They are often thought of as a "one-hit wonder", although they charted five Top 100 songs as well as two Top 40 songs. The band was instrumental in the development of bubblegum pop music in the United States.

Career

The group, originally named Thee Sixpence, initially consisted of Ed King (lead guitar), Mark Weitz (keyboards), Lee Freeman (rhythm guitar), Gary Lovetro (bass), and Randy Seol (drums). On their first and most famous single, "Incense and Peppermints", none of the band wanted to sing songwriter John Carter's lyrics, so lead vocals were sung by Greg Munford, a 16-year-old friend of the band, although the regular vocalists sang backup. The song reached #1 on the Billboard pop singles chart in late 1967. Mark Weitz and Ed King were denied songwriting credits by the band's producer because they did not write the melody line or the lyrics, though the song was built on an instrumental by Weitz with a bridge by King.
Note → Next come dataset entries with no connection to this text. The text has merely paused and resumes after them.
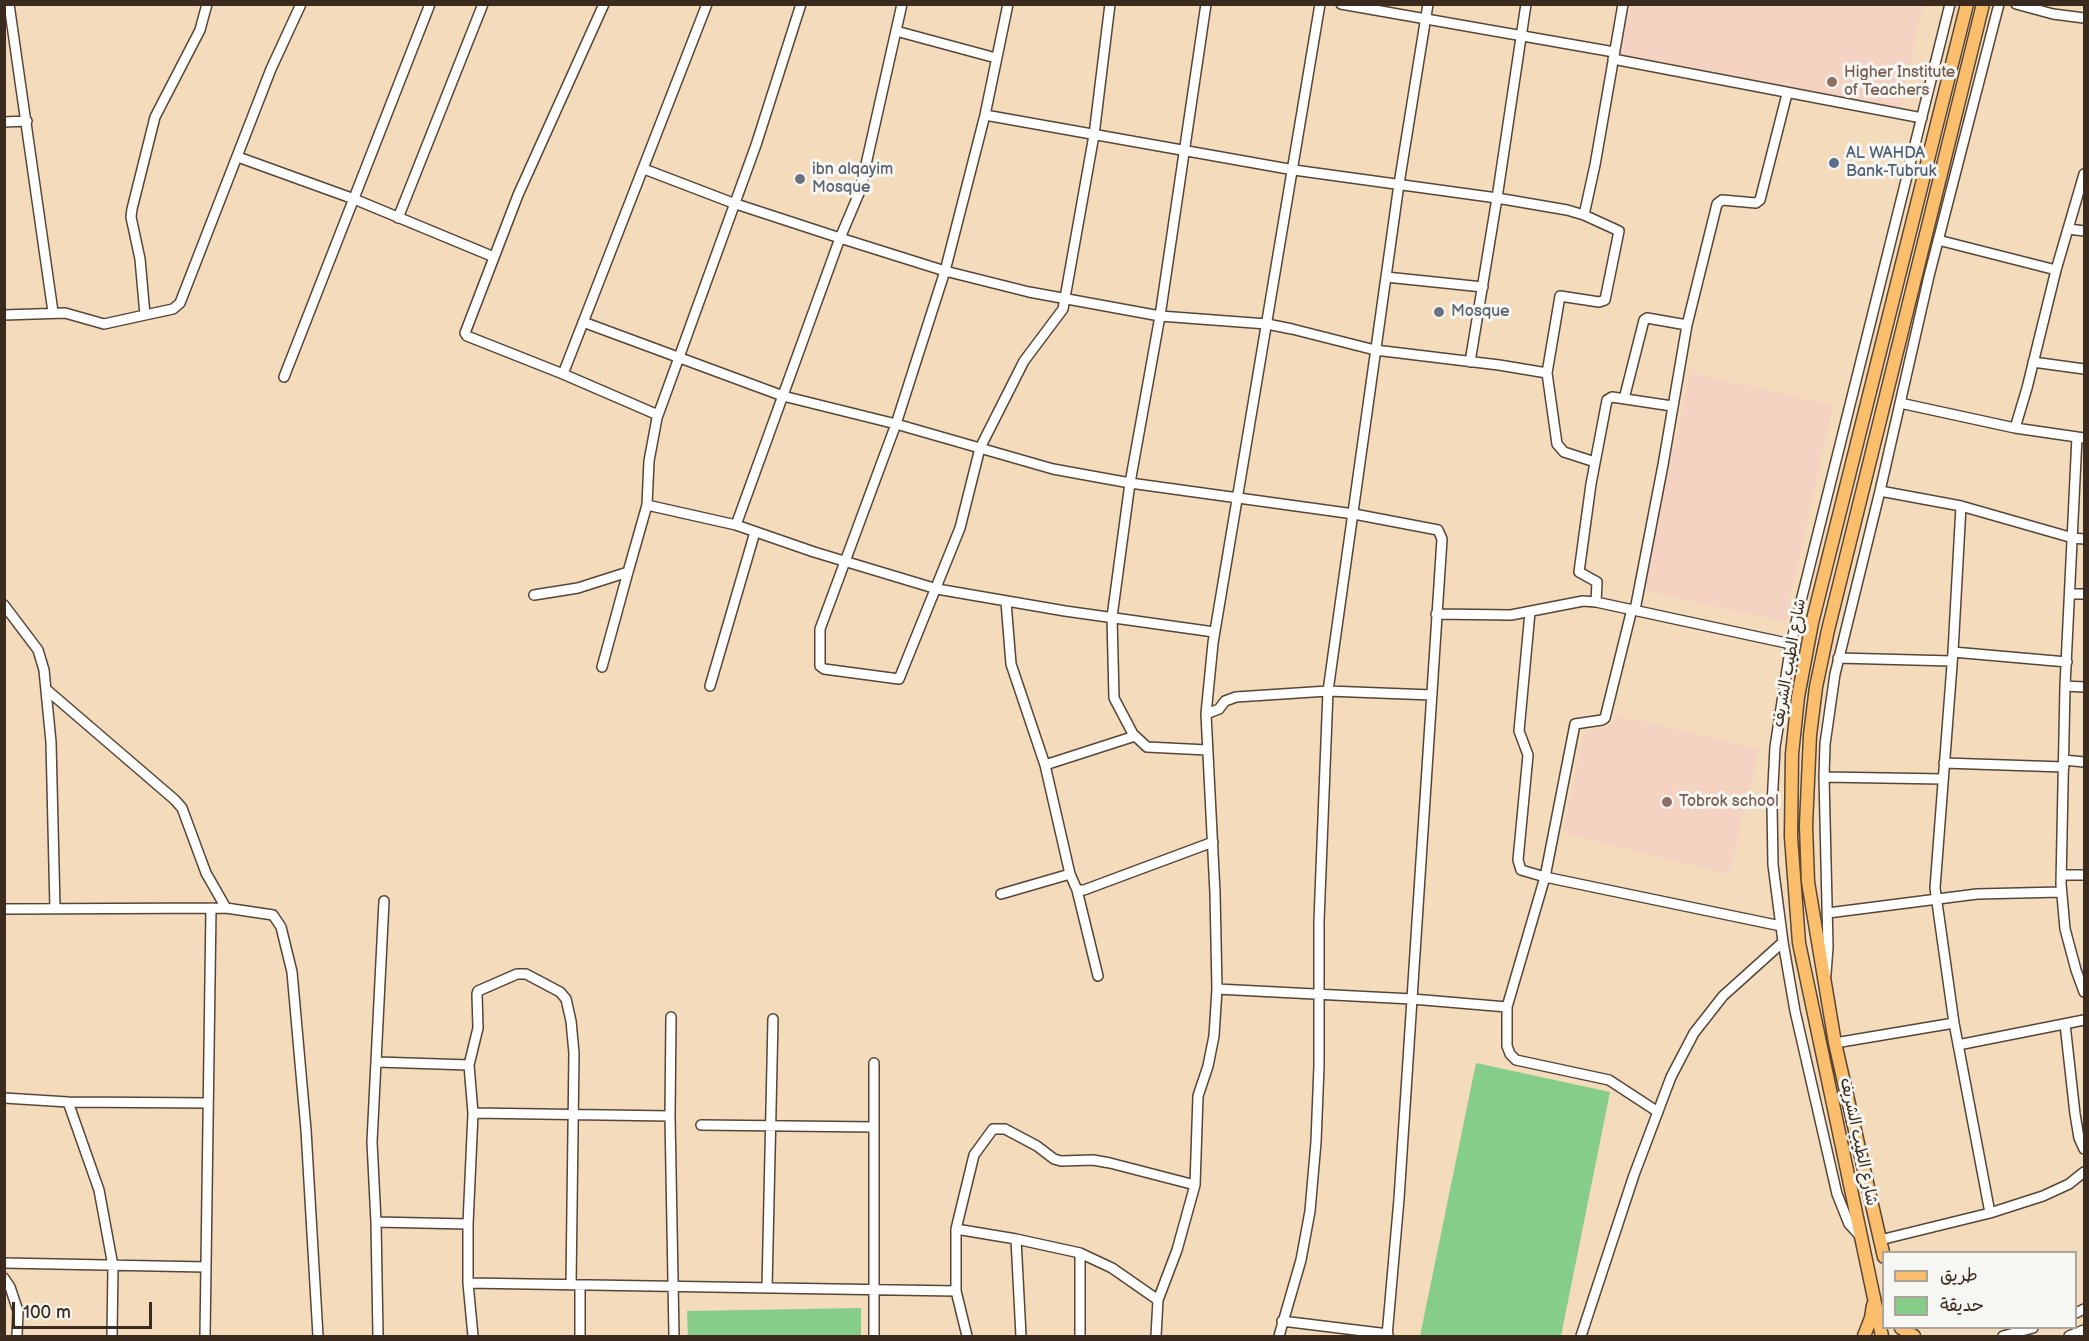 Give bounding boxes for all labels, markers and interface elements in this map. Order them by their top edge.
place label: Higher Institute of Teachers [1844,63,1955,101]
marker: Higher Institute of Teachers [1825,75,1839,89]
place label: AL WAHDA Bank-Tubruk [1846,144,1936,182]
marker: AL WAHDA Bank-Tubruk [1827,156,1841,170]
place label: ibn alqayim Mosque [812,160,893,198]
marker: ibn alqayim Mosque [793,172,807,186]
place label: Mosque [1451,302,1510,322]
marker: Mosque [1432,305,1446,319]
street label: شارع الطيب الشريف [1769,597,1811,729]
place label: Tobrok school [1679,792,1779,812]
marker: Tobrok school [1660,795,1674,809]
street label: شارع الطيب الشريف [1835,1076,1881,1208]
legend [1882,1251,2077,1329]
text: طريق [1940,1265,1978,1286]
scale bar [15,1290,154,1328]
text: حديقة [1940,1295,1984,1316]
text: 100 m [23,1302,71,1323]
This instrumental was originally intended as a B-side to "The Birdman of Alkatrash", which ultimately became the B-side to "Incense and Peppermints." The single stayed at #1 for one week with 16 weeks in total on the chart. A gold disc was awarded for one million sales by the Recording Industry Association of America (RIAA) on 19 December 1967. The original composition that became "Incense and Peppermints" was titled "The Happy Whistler."

Shortly after recording "Incense and Peppermints" the band added George Bunnell (bass and rhythm guitar, mini mando) before making their first LP in 1967, also titled Incense and Peppermints, which hit #11 on the album charts. Bunnell would also become their main songwriter. Some early Strawberry Alarm Clock songs were penned by George Bunnell and Steve Bartek (who would much later join Oingo Boingo, as well as orchestrate Danny Elfman's film scores). Bartek played flute on the first two albums, but could not join the band because of school.

During the band's short life, it saw many lineup changes. Gary Lovetro left the band before the second album, Wake Up...It's Tomorrow, was released, leaving Bunnell as sole bassist. The single "Tomorrow" from this album was a minor hit and their only other top 40 appearance, reaching #23 in early 1968. "Sit with the Guru" charted at #65 and "Barefoot in Baltimore" charted at #67, but both songs had lyrics that were written for them. The latter song was particularly annoying to the band, since it changed what they considered to be a challenging rock instrumental into an embarrassing pop song. Finally, "Good Morning Starshine" from Galt MacDermot's Hair, which was forced onto the band by the producers, charted at #87. This meant that "Tomorrow" was the only hit that was fully the band's.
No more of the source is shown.